- Work required
Would you show every line from the records that holds "meet"?

*** Data records ***

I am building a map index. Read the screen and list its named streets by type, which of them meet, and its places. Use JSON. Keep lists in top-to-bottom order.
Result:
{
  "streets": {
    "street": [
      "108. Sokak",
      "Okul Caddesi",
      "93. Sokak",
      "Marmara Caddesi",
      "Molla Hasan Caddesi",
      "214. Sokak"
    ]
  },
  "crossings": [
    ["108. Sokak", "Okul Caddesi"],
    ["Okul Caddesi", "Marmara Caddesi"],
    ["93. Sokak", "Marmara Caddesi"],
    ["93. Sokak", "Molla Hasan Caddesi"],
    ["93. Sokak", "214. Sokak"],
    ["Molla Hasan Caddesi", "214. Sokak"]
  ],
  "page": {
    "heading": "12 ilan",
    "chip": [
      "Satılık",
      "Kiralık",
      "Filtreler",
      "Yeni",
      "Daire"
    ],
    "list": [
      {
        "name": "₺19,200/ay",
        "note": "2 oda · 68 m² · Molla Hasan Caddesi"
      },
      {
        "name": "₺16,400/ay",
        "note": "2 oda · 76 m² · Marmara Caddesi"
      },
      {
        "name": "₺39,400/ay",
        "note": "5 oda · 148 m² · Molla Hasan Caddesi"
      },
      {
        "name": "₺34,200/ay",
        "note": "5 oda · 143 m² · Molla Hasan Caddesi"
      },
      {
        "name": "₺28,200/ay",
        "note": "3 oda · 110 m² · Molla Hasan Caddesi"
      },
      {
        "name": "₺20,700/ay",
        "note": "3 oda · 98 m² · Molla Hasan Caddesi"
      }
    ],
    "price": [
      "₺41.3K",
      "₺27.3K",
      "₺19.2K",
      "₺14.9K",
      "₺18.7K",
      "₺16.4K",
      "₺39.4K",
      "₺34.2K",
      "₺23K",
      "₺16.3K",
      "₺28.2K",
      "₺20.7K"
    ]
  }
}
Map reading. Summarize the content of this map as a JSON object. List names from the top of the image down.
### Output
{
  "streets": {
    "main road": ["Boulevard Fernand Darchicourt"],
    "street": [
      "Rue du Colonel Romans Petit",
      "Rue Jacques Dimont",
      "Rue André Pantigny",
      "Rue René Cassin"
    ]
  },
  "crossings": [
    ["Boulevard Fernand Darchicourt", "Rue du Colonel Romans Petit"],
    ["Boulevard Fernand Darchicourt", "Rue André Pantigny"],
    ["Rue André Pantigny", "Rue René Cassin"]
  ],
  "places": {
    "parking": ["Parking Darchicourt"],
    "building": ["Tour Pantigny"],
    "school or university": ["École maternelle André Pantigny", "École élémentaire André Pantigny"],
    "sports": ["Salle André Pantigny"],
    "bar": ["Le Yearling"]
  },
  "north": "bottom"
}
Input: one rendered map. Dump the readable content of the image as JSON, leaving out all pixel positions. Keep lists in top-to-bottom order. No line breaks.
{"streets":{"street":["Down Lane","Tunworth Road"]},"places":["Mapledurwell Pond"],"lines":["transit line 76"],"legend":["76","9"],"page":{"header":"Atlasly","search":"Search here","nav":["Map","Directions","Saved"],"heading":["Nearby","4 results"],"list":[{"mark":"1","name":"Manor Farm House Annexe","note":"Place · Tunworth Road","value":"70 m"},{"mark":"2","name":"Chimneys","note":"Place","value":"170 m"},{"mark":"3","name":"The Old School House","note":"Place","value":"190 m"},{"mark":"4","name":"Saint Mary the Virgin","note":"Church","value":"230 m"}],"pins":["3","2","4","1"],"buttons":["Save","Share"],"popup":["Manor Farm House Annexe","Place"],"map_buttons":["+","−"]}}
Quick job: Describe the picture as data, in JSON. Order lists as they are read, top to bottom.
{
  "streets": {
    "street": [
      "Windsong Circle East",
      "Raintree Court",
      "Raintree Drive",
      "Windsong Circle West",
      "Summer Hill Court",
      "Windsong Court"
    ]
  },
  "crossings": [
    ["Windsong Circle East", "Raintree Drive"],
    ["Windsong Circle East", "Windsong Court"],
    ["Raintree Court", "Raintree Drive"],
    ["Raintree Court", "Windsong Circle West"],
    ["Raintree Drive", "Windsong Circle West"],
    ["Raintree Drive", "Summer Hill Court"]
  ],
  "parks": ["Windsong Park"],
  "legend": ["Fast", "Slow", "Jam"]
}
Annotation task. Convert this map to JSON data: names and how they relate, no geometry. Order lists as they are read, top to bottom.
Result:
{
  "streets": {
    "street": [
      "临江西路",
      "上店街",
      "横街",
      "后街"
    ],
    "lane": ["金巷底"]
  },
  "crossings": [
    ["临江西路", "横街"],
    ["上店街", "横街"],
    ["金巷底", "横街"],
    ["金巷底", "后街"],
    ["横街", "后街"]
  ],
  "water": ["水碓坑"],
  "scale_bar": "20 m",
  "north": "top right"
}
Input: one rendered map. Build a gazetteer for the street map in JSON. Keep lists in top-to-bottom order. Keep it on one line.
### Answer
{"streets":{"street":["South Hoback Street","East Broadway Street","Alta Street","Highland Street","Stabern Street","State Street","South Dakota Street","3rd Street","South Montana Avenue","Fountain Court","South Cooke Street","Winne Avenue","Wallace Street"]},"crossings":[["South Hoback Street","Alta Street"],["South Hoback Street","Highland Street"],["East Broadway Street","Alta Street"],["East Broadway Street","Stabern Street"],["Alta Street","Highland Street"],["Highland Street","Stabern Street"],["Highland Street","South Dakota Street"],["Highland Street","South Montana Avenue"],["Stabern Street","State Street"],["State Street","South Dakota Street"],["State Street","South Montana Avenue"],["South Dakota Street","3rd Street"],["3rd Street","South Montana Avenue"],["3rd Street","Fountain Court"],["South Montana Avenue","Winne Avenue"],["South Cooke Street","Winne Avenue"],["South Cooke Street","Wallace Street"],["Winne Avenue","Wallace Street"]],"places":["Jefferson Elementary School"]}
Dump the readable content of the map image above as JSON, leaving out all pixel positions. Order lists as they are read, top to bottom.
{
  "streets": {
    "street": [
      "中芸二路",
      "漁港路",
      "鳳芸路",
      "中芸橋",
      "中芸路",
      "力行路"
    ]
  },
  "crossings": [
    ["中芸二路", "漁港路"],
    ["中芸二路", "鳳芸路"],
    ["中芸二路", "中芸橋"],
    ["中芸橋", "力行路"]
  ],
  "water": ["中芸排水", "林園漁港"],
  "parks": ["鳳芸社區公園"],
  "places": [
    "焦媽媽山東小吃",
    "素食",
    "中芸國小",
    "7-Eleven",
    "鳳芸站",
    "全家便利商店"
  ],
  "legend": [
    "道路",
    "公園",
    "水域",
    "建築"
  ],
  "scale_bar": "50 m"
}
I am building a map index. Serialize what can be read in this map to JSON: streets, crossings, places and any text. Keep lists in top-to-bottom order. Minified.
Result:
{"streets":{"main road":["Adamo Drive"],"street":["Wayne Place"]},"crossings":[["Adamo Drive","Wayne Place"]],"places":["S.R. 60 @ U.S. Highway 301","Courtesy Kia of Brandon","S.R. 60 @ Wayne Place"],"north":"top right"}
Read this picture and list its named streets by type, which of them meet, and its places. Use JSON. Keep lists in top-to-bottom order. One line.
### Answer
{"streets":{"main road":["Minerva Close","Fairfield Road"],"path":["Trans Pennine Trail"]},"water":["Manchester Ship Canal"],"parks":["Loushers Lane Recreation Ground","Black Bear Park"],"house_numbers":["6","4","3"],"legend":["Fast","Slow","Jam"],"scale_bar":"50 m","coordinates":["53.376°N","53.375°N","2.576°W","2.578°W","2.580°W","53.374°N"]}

*** End of Data records ***

- Answer below
I am building a map index. Read the screen and list its named streets by type, which of them meet, and its places. Use JSON. Keep lists in top-to-bottom order.
Read this picture and list its named streets by type, which of them meet, and its places. Use JSON. Keep lists in top-to-bottom order. One line.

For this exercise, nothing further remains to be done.